Headline Ideas & Philosophy — 14 February 2014
Azzam Tamimi and the Mirage of Democracy: A Quest towards Subversion

Ali Harfouch

If there is one thing we can learn from Azzam Tamimi’s article ‘The Quest for Democracy in the Arab World is an Islamic Cause ’ it is that the continuity of colonization in the Muslim world is primarily a self-perpetuating process sustained and legitimized by what Bertrand Badie aptly called “the importers”. Western systems, theories, and laws need not be imposed – in fact their imposition usually produces regressive results – however a far more insidious yet perceivably benign process of colonization occurs when the ‘native elites’ who claim to represent the “colonized” imitates the colonized. This process of imitation/importation however puts the mimic in a difficult situation, on one hand he must retain the ‘authenticity’ he represents (culture, religion, etc.) i.e. that of his ‘natives’ and on the other hand he incessantly and obsessively imports the unauthentic from the West. To deal with this paradox, the mimic must create a synthesis between the ‘Authentic’ and the ‘Imported’. The mimic is the polisher of chains, a grand illusionist and the greatest enemy to liberation. That explains why we have haphazardly superficial “Islamic Democratic” discourses or ambivalent notions of a “Civil State with an Islamic Reference” (only Allah, the All-Knower, seems to know what that contradiction-in-terms might mean). What is all-the-more problematic is that Tamimi is not only reifying the Eurocentric ‘Democratic’ State but he is also speaking about the quest of the Arab Spring, its trajectory and for our respected brother Tamimi it is a fixated path towards Democracy. A vision eerily similar, if not derivative of, the Western doctrine of “progress” towards “maturity” (i.e. Westernization). Essentially, even our future is determined by a Eurocentric mirage and clay idol named “Democracy”.
The situation was articulated brilliantly by Paulo Freire “The central problem is this: How can the oppressed, as divided, unauthentic beings, participate in developing the pedagogy of their liberation? Only as they discover themselves to be “hosts” of the oppressor can they contribute to the midwifery of their liberating pedagogy. As long as they live in the duality in which to be is to be like, and to be like is to be like the oppressor, this contribution is impossible”. In other words, there is a two-step transformative process which involves the authentication of identity through (1) producing non-Eurocentric narratives on the pre- and post-Arab Spring (because we are in no way in a post-Arab Spring in any existential sense) instead of recycling and loathing over Western narratives i.e. a “quest towards Democracy” and (2) excluding, from our map road towards liberation the neo-imperial West and their despots who until now have acted as midwives for this process or what Tamimi referred to in albeit more benign terms “power-sharing”.
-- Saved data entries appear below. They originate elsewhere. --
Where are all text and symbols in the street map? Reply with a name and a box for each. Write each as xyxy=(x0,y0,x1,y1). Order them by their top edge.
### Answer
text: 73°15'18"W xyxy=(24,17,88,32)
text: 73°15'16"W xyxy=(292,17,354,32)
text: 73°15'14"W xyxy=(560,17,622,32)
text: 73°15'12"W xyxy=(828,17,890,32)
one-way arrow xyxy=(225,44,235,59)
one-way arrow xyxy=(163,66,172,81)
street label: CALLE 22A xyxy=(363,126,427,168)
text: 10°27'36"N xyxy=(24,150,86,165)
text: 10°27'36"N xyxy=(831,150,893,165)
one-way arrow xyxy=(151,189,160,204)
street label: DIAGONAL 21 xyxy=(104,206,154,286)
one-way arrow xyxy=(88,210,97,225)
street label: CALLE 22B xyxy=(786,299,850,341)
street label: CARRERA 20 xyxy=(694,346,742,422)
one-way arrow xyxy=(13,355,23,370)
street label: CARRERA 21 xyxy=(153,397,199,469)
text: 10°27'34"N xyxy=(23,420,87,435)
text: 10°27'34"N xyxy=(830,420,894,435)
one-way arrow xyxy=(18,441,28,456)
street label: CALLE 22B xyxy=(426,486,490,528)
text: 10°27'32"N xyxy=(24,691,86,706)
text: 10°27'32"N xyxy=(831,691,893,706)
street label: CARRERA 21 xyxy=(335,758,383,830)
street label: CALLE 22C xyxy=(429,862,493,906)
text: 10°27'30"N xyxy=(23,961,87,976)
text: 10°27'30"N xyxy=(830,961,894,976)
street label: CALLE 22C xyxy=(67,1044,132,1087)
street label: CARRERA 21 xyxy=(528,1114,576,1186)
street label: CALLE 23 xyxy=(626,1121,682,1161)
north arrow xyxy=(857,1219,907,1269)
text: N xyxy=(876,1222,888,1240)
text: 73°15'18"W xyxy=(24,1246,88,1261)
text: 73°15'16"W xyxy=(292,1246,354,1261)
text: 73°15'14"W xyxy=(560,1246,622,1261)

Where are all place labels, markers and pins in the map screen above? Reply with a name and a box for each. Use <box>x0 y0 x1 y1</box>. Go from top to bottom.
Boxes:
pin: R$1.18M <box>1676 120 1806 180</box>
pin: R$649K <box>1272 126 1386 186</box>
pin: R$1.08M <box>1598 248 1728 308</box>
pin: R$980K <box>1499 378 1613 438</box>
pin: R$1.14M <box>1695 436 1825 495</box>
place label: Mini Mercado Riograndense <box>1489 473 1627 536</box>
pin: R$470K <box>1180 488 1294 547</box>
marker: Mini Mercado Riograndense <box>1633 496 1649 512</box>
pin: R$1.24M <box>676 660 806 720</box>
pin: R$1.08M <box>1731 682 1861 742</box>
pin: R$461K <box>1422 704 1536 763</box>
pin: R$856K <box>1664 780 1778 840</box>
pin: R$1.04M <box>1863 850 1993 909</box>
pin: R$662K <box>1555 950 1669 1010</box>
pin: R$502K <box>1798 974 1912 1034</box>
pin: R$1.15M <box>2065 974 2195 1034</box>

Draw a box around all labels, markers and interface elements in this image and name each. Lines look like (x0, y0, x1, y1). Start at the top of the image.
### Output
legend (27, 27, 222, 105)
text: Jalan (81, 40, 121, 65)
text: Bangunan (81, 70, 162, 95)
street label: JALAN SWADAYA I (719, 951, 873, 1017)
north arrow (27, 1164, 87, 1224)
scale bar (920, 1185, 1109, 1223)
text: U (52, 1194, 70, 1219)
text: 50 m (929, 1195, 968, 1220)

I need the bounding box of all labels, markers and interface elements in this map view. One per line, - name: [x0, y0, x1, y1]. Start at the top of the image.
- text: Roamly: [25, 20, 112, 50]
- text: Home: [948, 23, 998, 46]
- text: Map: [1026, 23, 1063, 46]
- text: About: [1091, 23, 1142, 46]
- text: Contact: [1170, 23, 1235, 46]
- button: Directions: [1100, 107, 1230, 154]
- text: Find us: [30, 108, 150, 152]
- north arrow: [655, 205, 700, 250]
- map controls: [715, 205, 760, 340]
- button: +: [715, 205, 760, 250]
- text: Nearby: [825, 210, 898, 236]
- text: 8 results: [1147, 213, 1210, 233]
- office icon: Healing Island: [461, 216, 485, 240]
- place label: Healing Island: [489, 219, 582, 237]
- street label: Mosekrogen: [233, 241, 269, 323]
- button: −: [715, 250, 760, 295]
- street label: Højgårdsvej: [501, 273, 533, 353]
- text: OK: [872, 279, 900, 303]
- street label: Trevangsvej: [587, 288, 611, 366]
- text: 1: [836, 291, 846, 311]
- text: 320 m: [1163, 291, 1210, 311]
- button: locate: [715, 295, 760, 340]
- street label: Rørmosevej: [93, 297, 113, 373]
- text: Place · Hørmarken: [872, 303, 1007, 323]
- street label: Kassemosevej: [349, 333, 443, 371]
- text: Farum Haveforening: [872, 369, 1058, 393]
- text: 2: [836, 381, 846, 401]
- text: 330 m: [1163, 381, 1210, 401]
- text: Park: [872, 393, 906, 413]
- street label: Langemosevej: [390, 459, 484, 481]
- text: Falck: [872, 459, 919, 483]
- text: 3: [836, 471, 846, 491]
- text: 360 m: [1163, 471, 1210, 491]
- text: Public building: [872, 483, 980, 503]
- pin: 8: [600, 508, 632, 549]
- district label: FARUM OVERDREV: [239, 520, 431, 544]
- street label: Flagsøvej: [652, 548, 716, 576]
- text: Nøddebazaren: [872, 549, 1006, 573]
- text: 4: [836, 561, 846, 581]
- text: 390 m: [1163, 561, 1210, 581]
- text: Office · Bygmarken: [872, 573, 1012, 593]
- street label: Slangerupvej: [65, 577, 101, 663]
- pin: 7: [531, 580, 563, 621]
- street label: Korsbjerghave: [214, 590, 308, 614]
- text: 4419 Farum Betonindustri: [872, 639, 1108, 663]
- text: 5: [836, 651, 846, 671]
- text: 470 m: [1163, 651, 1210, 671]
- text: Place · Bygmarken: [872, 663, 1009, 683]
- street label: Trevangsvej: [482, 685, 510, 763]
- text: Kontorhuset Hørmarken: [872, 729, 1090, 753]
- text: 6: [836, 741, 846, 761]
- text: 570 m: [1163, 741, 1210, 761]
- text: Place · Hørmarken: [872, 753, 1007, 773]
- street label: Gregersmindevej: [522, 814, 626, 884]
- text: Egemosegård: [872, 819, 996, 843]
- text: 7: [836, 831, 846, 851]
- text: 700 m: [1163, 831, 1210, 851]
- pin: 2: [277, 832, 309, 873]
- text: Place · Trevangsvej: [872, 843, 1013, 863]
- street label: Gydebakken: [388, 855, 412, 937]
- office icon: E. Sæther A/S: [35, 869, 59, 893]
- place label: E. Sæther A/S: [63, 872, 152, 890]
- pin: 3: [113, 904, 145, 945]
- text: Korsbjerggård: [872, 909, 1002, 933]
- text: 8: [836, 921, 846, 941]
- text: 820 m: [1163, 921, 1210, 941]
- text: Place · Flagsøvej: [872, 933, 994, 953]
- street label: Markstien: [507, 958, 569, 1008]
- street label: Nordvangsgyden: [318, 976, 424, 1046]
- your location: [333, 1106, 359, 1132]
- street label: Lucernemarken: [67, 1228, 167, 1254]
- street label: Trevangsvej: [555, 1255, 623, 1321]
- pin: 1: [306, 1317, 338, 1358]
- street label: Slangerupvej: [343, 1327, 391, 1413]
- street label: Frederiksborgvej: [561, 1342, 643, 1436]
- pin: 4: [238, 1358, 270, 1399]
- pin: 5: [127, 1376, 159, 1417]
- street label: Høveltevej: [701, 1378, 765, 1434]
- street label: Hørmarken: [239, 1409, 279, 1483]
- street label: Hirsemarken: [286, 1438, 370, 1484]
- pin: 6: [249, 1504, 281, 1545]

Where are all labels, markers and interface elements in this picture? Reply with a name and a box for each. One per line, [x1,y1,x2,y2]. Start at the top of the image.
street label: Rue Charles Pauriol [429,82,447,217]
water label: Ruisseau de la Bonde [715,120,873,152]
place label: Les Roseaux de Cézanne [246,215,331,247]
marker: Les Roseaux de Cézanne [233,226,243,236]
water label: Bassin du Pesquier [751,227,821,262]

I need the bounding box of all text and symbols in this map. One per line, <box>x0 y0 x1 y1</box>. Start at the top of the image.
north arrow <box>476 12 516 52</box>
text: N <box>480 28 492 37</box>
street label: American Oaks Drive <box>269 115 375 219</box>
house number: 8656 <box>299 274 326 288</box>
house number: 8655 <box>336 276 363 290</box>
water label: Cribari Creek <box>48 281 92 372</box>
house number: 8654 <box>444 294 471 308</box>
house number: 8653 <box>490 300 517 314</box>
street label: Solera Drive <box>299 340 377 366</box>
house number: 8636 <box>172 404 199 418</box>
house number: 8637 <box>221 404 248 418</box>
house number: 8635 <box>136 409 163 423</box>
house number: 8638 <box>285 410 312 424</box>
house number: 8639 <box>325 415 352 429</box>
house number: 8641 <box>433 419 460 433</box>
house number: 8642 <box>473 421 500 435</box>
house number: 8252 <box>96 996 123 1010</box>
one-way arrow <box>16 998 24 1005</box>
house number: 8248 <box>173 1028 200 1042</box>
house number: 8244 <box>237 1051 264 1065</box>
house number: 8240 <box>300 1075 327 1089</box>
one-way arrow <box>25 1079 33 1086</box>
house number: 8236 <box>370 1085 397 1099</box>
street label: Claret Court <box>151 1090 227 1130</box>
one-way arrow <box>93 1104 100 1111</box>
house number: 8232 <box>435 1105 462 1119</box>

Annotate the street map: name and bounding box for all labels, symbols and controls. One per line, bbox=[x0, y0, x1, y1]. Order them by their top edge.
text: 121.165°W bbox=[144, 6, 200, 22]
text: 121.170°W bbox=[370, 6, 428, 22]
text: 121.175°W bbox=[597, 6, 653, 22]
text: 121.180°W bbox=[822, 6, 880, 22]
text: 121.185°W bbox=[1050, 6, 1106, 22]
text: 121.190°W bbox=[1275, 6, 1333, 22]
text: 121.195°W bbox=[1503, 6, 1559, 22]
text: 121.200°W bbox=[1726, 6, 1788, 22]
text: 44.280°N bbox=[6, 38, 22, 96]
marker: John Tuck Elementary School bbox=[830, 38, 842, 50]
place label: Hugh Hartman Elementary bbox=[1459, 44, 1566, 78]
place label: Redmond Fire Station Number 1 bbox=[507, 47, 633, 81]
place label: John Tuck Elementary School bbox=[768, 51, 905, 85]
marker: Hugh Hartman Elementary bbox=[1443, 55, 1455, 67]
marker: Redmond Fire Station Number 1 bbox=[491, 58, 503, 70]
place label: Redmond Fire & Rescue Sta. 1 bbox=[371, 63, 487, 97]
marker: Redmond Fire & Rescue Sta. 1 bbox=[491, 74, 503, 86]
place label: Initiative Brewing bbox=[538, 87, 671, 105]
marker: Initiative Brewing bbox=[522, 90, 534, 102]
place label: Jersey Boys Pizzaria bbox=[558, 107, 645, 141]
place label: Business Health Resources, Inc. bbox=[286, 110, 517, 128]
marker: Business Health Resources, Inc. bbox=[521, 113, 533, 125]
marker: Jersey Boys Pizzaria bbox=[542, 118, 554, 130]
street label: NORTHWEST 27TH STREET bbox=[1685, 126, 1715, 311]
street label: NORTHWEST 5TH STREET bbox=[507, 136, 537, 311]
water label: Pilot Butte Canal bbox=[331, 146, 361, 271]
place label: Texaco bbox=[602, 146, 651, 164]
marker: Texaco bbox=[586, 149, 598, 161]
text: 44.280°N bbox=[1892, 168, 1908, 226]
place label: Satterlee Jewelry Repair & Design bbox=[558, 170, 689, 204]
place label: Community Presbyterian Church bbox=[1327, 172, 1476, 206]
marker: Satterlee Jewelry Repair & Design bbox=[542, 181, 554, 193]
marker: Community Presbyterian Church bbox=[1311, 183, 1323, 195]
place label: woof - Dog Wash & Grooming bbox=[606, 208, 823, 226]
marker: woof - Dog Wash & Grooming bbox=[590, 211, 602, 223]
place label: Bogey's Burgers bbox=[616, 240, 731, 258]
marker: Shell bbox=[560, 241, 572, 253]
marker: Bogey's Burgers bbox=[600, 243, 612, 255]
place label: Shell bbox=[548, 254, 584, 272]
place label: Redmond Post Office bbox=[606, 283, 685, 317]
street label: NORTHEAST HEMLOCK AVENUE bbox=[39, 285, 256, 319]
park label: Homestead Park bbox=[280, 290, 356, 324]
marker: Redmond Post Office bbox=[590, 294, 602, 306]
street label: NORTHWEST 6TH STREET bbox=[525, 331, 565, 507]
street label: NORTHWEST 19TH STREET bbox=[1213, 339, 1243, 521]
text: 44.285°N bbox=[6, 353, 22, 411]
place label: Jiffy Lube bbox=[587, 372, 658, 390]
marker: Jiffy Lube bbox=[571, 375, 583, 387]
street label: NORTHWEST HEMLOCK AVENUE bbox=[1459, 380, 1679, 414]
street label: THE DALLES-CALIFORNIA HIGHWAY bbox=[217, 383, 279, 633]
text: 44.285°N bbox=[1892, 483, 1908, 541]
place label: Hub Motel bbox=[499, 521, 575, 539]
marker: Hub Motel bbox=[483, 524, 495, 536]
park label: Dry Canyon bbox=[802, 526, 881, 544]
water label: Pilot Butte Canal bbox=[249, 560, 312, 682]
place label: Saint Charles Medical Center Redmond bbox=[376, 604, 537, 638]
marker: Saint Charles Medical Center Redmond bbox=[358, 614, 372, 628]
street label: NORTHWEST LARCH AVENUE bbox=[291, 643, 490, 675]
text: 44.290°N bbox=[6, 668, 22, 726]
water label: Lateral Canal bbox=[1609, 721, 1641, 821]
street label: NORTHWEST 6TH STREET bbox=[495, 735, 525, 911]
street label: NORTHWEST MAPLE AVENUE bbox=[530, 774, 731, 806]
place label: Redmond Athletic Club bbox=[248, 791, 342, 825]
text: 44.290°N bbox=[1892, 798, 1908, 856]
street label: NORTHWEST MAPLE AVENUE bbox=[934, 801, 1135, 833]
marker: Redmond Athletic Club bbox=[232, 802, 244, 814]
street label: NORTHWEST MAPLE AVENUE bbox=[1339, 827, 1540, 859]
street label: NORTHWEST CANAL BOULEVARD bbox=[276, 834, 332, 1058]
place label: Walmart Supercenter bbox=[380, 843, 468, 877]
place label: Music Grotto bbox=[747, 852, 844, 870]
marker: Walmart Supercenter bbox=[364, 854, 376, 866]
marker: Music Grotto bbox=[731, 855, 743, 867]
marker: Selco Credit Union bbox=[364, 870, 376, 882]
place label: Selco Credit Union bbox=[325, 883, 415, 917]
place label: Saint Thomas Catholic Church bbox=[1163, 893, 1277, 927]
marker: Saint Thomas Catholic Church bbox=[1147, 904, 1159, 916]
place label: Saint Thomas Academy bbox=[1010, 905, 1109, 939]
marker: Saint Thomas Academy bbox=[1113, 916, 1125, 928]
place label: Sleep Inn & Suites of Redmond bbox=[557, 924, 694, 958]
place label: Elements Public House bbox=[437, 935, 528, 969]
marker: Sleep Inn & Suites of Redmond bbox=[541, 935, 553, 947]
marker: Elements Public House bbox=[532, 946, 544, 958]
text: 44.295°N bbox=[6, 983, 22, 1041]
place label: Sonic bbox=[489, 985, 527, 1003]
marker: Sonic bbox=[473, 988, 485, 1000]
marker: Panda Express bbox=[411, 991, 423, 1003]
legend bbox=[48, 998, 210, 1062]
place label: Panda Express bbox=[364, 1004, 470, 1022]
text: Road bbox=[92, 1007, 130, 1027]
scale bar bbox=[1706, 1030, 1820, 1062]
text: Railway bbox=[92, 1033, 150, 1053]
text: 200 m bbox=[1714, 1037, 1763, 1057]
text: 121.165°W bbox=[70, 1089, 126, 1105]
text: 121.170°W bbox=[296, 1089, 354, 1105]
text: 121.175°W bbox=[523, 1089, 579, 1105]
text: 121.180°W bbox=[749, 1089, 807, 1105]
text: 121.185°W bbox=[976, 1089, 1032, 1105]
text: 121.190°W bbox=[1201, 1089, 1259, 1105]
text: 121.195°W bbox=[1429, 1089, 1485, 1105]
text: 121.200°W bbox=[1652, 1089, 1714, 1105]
Asides for the intellectual and normative inconsistencies of universalizing and essentializing ‘Democracy’, an issue we have touched upon elsewhere, from a purely pragmatic perspective, what makes this obsessive pursuit of ‘Democracy’ all the more dumb-founding is its shallowness. Their reformist-accommodationalist methodology means that he paradoxically ends up both preserving the very power-structures which render the actualization of ‘Democracy’ impossible and continues to pursue it (Democracy) at the same time. In an age of free-market capitalist globalization and the anarchic state of the international order, the ‘Nation’ and its ‘People’ are neither sovereign nor free to determine their own trajectory and destiny as hegemonic forces external to the ‘Nation’ and its ‘People’ do so. And thus even on a pragmatic level, the ideals and material-goals of the mimic remain a mirage.
Secondly, how does ‘Democracy’ – in itself – alleviate the economic, social and political structural contradictions in the Muslim world? What is it intrinsic to ‘Democracy’ that makes it an all-encompassing and comprehensive political programme which can seemingly do away with the deep-rooted problems? History testifies to the fact that there is indeed no causal link between economic development, technological advancement and ‘Democracy’. Unless ‘Democracy’ is a masquerade for a far-reaching neo-liberal political programme, it falls nothing short of a mirage. Both ways however, ‘Democracy’ is part of the problem and not a solution of any sorts.
In the end, both ‘Democracy’ and ‘Power-sharing’ are mirages and illusions of the Modern State system. There is nothing liberating about the hegemonic Democratic theory which is now defunct in its countries of origins and (I can safely say) it goes without saying that the power-elites who dominate the Muslim world are in no way interested in “power-sharing”. Power must be taken, it is not shared nor given with power-elites who fetishize power with the Qur’an warning ““…do not obey the order of the transgressors…”. Does the Qur’anic repetition of Musa’s climatic clash with Pharaoh not teach our dear Tamimi any lessons on liberation? Or was the rejection of a dozen “power-sharing” offers by tribes to the Prophet Muhammad (Peace be Upon Him) not an indication that power can only belong to an idea – authentic Islam – and not a disfigured distilled compromise-based reconfigured “Democratic Islam”?